How prettily Anna had looked to him during those memorable days, so much prettier than the other young girls of his flock, whose hair was tumbled ere the day’s work was done, and whose dresses were soiled and disordered; while hers was always so tidy and neat, and the braids of her chestnut hair were always so smooth and bright. How well, too, he remembered that brief ten minutes, when, in the dusky twilight which had crept so early into the church, he stood alone with her and talked, he did not know of what, only that he heard her voice replying to him, and saw the changeful color on her cheek as she looked modestly into his face. That was a week of delicious happiness, and the rector had lived it over many times, wondering if, when the next Christmas came, it would find him any nearer to Anna Ruthven than the last had left him.

“It must,” he suddenly exclaimed. “The matter shall be settled before she leaves Hanover with Mrs. Meredith. My claim is superior to Thornton’s, and he shall not take her from me. I’ll write what I lack the courage to tell her, and to-morrow I will call and deliver it myself.”

An hour later, and there was lying in the rector’s desk a letter, in which he had told Anna Ruthven how much he loved her, and had asked her to be his wife. Something whispered that she would not refuse him, and with this hope to buoy him up, his two miles’ walk that warm afternoon was neither warm nor tiresome, and the old lady by whose bedside he read and prayed was surprised to hear him as he left her door, whistling an old love-tune which she, too, had known and sang fifty years before.

CHAPTER II.
SATURDAY AFTERNOON.

Mrs. Julia Meredith had arrived, and the brown farm-house was in a state of unusual excitement; not that Captain Humphreys or his good wife, Aunt Ruth, respected very highly the great lady who so seldom honored them with her presence, and who always tried to impress them with a sense of her superiority, and the mighty favor she conferred upon them by occasionally condescending to bring her aristocratic presence into their quiet, plain household, and turn it topsy-turvy. Still she was Anna’s aunt, and then it was a distinction which Aunt Ruth rather enjoyed,—that of having a fashionable city woman for her guest,—and so she submitted with a good grace to the breaking in upon all her customs, and uttered no word of complaint when the breakfast-table waited till eight, and sometimes nine o’clock, and the freshest eggs were taken from the nest, and the cream all skimmed from the pans to gratify the lady who came very charming and pretty in her handsome cambric wrapper, with rose-buds in her hair. She had arrived the previous night, and while the rector was penning his letter, she was running her eye rapidly over Anna’s face and form, making an inventory of her charms, and calculating their value.

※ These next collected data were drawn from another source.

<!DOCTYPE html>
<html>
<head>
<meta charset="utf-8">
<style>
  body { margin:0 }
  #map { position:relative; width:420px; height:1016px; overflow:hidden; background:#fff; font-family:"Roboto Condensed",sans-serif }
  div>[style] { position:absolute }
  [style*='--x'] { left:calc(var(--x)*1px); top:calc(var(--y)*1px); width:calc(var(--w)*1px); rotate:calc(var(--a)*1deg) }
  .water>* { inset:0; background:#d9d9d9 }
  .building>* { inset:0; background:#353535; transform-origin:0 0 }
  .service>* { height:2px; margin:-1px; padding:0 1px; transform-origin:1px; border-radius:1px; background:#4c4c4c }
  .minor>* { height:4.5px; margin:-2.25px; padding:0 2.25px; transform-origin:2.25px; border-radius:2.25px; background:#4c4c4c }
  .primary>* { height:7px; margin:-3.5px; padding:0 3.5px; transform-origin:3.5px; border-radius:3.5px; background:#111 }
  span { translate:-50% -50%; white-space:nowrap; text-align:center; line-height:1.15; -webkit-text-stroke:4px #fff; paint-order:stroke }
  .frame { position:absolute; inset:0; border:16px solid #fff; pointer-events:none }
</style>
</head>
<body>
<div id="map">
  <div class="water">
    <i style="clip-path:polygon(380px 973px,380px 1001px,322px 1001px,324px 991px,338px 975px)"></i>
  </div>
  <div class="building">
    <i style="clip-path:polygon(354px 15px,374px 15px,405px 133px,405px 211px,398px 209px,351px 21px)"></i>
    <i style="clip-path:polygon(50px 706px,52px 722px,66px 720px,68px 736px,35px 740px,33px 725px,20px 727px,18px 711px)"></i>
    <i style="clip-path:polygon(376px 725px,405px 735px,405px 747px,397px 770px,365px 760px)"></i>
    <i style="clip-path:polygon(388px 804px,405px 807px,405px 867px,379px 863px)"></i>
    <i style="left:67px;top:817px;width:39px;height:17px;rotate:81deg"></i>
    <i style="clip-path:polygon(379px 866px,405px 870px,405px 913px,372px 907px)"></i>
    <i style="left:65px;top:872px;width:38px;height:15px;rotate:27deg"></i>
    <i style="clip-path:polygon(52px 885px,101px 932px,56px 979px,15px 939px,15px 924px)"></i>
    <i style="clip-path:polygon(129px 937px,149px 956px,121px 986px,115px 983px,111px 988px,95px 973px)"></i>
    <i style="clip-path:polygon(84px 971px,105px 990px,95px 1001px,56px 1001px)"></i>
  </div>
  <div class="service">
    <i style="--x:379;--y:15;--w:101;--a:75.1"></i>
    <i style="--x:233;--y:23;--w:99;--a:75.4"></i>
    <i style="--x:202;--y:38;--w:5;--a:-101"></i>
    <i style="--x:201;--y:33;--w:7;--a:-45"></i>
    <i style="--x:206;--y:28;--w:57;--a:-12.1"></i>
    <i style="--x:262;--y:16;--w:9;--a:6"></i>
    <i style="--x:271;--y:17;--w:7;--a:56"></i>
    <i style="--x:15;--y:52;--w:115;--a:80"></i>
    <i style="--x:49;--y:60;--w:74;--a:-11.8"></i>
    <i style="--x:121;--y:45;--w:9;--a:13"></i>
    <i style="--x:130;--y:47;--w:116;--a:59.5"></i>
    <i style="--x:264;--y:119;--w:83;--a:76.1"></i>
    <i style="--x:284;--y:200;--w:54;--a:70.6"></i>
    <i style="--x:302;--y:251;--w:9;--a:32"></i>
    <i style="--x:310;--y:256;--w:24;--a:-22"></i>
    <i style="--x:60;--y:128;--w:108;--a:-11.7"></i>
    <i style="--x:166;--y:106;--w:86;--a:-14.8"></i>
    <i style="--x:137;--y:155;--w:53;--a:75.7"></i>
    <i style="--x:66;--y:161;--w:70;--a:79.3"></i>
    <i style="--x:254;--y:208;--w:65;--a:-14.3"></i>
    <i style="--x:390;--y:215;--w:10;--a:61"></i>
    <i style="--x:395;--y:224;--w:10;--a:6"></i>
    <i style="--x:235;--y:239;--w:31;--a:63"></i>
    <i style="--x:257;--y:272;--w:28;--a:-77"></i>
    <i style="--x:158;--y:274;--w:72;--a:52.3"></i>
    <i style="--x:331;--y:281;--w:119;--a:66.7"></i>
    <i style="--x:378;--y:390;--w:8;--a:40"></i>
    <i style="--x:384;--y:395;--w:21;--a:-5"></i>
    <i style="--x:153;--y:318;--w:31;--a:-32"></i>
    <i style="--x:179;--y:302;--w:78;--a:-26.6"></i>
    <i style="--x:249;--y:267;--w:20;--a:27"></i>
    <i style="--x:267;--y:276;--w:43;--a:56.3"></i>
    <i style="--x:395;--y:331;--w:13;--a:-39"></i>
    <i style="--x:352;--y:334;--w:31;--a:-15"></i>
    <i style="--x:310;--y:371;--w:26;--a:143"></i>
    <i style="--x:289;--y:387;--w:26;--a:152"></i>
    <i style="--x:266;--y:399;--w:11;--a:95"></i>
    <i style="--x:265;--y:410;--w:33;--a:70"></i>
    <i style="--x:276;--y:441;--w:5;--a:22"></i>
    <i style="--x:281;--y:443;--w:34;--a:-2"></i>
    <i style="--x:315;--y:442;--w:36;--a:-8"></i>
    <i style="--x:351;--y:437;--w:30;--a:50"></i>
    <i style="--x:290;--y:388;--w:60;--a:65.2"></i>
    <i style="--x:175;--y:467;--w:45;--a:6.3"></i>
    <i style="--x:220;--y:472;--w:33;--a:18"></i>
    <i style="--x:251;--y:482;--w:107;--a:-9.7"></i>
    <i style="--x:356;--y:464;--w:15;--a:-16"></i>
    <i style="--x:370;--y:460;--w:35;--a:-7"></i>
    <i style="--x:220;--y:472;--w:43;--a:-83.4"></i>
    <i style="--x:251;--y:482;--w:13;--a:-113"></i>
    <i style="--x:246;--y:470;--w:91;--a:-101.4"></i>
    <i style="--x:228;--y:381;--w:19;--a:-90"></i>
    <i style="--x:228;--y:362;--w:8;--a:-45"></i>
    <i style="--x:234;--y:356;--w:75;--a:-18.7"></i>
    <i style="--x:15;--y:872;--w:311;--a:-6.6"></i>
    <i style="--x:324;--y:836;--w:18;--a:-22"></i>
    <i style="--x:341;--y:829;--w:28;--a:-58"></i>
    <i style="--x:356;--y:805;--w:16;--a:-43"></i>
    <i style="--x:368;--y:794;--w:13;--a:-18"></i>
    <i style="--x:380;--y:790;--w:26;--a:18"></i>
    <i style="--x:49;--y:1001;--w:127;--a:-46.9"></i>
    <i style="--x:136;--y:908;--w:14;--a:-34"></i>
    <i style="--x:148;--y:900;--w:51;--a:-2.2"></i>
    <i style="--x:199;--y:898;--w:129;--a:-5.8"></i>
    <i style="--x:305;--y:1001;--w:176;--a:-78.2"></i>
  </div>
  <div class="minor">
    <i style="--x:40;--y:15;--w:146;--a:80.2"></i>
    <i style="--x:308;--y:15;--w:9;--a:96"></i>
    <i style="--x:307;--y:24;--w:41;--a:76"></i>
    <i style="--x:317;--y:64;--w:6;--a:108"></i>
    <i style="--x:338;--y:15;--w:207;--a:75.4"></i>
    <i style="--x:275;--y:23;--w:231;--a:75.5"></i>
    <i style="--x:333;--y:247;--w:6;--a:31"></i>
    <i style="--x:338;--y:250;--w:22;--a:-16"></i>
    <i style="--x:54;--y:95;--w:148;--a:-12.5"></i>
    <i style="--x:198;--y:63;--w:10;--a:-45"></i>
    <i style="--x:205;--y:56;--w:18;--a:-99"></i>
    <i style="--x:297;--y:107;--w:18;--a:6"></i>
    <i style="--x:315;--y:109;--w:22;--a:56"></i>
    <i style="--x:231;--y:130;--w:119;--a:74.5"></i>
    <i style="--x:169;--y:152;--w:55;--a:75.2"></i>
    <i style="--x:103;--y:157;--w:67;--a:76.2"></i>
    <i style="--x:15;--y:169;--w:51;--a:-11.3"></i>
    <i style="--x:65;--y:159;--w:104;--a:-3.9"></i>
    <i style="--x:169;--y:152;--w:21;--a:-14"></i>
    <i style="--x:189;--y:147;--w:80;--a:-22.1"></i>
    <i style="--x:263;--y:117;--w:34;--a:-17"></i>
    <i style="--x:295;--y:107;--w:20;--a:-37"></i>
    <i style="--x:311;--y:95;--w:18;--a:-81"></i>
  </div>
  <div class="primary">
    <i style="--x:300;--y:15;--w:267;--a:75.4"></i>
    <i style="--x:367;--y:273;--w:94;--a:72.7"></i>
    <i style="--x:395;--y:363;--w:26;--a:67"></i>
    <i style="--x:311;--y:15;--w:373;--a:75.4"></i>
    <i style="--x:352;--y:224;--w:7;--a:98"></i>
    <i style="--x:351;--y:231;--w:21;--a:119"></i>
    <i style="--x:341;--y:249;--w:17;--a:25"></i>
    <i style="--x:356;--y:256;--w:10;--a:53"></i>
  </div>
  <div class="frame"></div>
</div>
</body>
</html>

“A very graceful figure, neither too short nor too tall. This she gets from the Ruthvens. Splendid eyes and magnificent hair, when Valencia has once taken it in hand. Complexion a little too brilliant, but a few weeks of dissipation will cure that. Fine teeth, and features tolerably regular, except that the mouth is too wide and the forehead too low, which defects she takes from the Humphreys. Small feet and rather pretty hands, except that they seem to have grown wide since I saw her before. Can it be these horrid people have set her to milking the cows?”

These were Mrs. Meredith’s thoughts that first evening after her arrival at the farm-house, and she had not materially changed her mind when the next afternoon she went with Anna down to the Glen, for which she affected a great fondness, because she thought it was romantic and girlish to do so, and she was far from having passed the period when women cease caring for youth and its appurtenances. She had criticised Anna’s taste in dress,—had said that the belt she selected did not harmonize with the color of the muslin she wore, and suggested that a frill of lace about the neck would be softer and more becoming than the stiff white linen collar.

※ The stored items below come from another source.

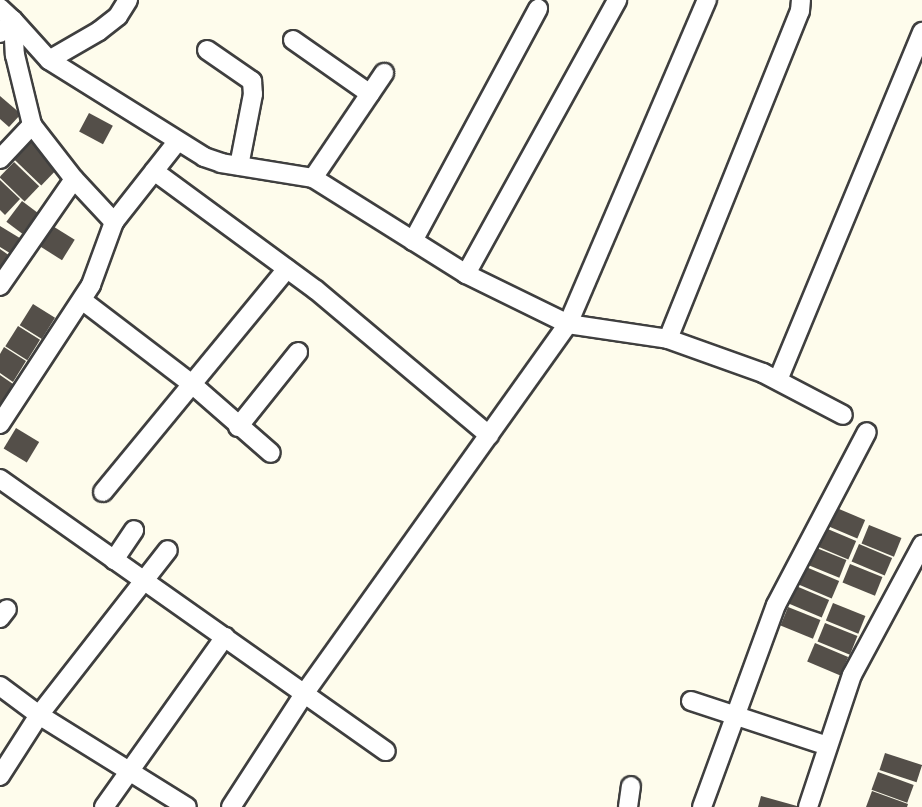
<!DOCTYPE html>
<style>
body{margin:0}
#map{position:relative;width:922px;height:807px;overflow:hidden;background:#fefcec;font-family:Lora,serif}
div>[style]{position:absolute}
.building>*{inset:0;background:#544f49;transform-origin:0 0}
.roads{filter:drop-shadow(2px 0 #3f3f3f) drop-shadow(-2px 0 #3f3f3f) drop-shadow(0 2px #3f3f3f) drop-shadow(0 -2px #3f3f3f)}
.street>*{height:18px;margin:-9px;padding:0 9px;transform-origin:9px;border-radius:9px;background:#fff}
span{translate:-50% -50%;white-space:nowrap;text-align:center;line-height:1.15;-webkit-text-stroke:6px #fff;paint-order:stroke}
</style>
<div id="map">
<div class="building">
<div style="clip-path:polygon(0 96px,21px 114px,9px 127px,0 119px)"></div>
<div style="left:89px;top:113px;width:27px;height:21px;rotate:28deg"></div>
<div style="left:32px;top:139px;width:39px;height:27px;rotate:44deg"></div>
<div style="left:14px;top:162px;width:35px;height:21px;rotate:44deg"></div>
<div style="clip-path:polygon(0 180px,20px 199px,5px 215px,0 210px)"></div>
<div style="left:22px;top:201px;width:20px;height:26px;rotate:37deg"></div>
<div style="left:51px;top:225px;width:28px;height:24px;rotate:32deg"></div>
<div style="clip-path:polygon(0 226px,23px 240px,13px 255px,0 247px)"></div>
<div style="clip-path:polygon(0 249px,10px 256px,0 272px)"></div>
<div style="left:33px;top:304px;width:26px;height:25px;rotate:32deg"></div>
<div style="left:18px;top:326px;width:26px;height:24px;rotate:32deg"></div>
<div style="clip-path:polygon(4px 347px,26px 361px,13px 382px,0 373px,0 354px)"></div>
<div style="clip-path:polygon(0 375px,13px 384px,0 405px)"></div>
<div style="left:16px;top:428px;width:27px;height:24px;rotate:31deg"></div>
<div style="left:832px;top:506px;width:36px;height:20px;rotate:23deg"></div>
<div style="left:869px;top:525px;width:35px;height:20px;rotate:22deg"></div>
<div style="left:823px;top:527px;width:36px;height:20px;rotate:23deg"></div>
<div style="left:859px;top:544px;width:36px;height:19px;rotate:23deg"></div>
<div style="left:814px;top:547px;width:35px;height:19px;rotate:22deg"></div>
<div style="left:850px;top:564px;width:35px;height:20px;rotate:22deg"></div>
<div style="left:806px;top:567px;width:36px;height:19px;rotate:23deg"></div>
<div style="left:796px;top:586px;width:36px;height:19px;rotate:23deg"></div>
<div style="left:833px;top:603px;width:35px;height:19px;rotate:22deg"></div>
<div style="left:788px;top:607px;width:35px;height:20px;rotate:22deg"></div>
<div style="left:825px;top:623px;width:35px;height:20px;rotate:22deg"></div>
<div style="left:815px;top:643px;width:36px;height:20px;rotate:23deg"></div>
<div style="left:885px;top:753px;width:39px;height:18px;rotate:18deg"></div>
<div style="left:878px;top:772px;width:38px;height:19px;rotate:20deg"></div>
<div style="clip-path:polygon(872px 791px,908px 804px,907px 807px,866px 807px)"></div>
<div style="clip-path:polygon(761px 796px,797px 806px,797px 807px,758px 807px)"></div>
</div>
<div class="roads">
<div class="street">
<div style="left:0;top:8px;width:18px;rotate:43deg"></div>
<div style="left:13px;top:20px;width:35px;rotate:87deg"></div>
<div style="left:15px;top:55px;width:72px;rotate:76.3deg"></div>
<div style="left:32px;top:125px;width:68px;rotate:52.1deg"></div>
<div style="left:74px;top:179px;width:59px;rotate:47.1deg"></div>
<div style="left:114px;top:222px;width:67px;rotate:110.1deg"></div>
<div style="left:91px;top:285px;width:166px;rotate:123.2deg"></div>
<div style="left:0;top:33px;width:18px;rotate:-45deg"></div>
<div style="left:13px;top:20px;width:54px;rotate:48deg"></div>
<div style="left:49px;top:60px;width:183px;rotate:32deg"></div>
<div style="left:204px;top:157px;width:18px;rotate:19deg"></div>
<div style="left:221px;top:163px;width:93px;rotate:9.3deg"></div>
<div style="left:313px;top:178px;width:181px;rotate:32.1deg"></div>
<div style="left:466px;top:274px;width:114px;rotate:26.1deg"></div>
<div style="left:568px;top:324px;width:101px;rotate:8.5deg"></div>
<div style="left:668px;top:339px;width:101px;rotate:19.7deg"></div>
<div style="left:763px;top:373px;width:90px;rotate:27.7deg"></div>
<div style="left:293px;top:40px;width:94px;rotate:35deg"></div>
<div style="left:207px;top:50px;width:55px;rotate:34.6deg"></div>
<div style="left:252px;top:81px;width:13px;rotate:86deg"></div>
<div style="left:253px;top:94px;width:73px;rotate:101deg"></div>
<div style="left:49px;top:60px;width:58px;rotate:-30.1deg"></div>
<div style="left:99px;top:31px;width:24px;rotate:-38deg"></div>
<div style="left:118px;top:16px;width:19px;rotate:-58deg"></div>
<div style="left:0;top:159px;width:47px;rotate:-46.7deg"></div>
<div style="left:154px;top:171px;width:201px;rotate:36.3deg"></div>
<div style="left:316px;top:290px;width:226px;rotate:40deg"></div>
<div style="left:313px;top:178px;width:127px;rotate:-55.9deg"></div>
<div style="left:114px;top:222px;width:102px;rotate:-51.8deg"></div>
<div style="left:413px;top:241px;width:264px;rotate:-61.7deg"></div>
<div style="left:466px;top:274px;width:313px;rotate:-61.1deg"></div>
<div style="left:0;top:286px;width:130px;rotate:-55.3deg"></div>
<div style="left:82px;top:300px;width:140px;rotate:37.4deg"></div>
<div style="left:193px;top:385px;width:103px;rotate:41.1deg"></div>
<div style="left:668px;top:339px;width:354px;rotate:-68.1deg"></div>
<div style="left:800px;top:11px;width:11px;rotate:-85deg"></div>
<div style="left:778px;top:380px;width:377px;rotate:-67.5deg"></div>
<div style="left:238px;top:427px;width:96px;rotate:-51.3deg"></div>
<div style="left:0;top:479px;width:472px;rotate:35.2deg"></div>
<div style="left:103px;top:492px;width:289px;rotate:-50.5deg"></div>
<div style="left:114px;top:560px;width:36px;rotate:-56deg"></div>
<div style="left:0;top:618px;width:11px;rotate:-52deg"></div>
<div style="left:0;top:686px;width:49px;rotate:36.6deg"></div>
<div style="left:39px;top:715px;width:174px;rotate:31.9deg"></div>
<div style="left:691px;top:701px;width:144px;rotate:18.2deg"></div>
<div style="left:0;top:776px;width:72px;rotate:-57.4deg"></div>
<div style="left:39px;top:715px;width:209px;rotate:-52deg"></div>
<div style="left:104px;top:807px;width:209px;rotate:-54.6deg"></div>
<div style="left:231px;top:807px;width:135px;rotate:-57.1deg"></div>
<div style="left:304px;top:694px;width:455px;rotate:-54.5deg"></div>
<div style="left:568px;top:324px;width:353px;rotate:-66.8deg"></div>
<div style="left:628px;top:807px;width:21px;rotate:-82deg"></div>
<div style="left:702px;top:807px;width:215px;rotate:-69.9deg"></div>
<div style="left:776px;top:605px;width:195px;rotate:-62.3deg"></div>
<div style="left:808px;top:807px;width:139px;rotate:-71.6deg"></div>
<div style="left:852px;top:675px;width:148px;rotate:-61.7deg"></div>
</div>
</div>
</div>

“But in the country it does not matter,” she added. “Wait till I get you to New York, under Madam Blank’s supervision, and then we shall see a transformation such as will astonish the Hanoverians.”

This was up in Anna’s room; and when the Glen was reached Mrs. Meredith continued the conversation, telling Anna of her plans for taking her first to New York, where she was to pass through a reformatory process with regard to dress. Then they were going to Saratoga, where she expected her niece to reign supreme, both as a beauty and a belle.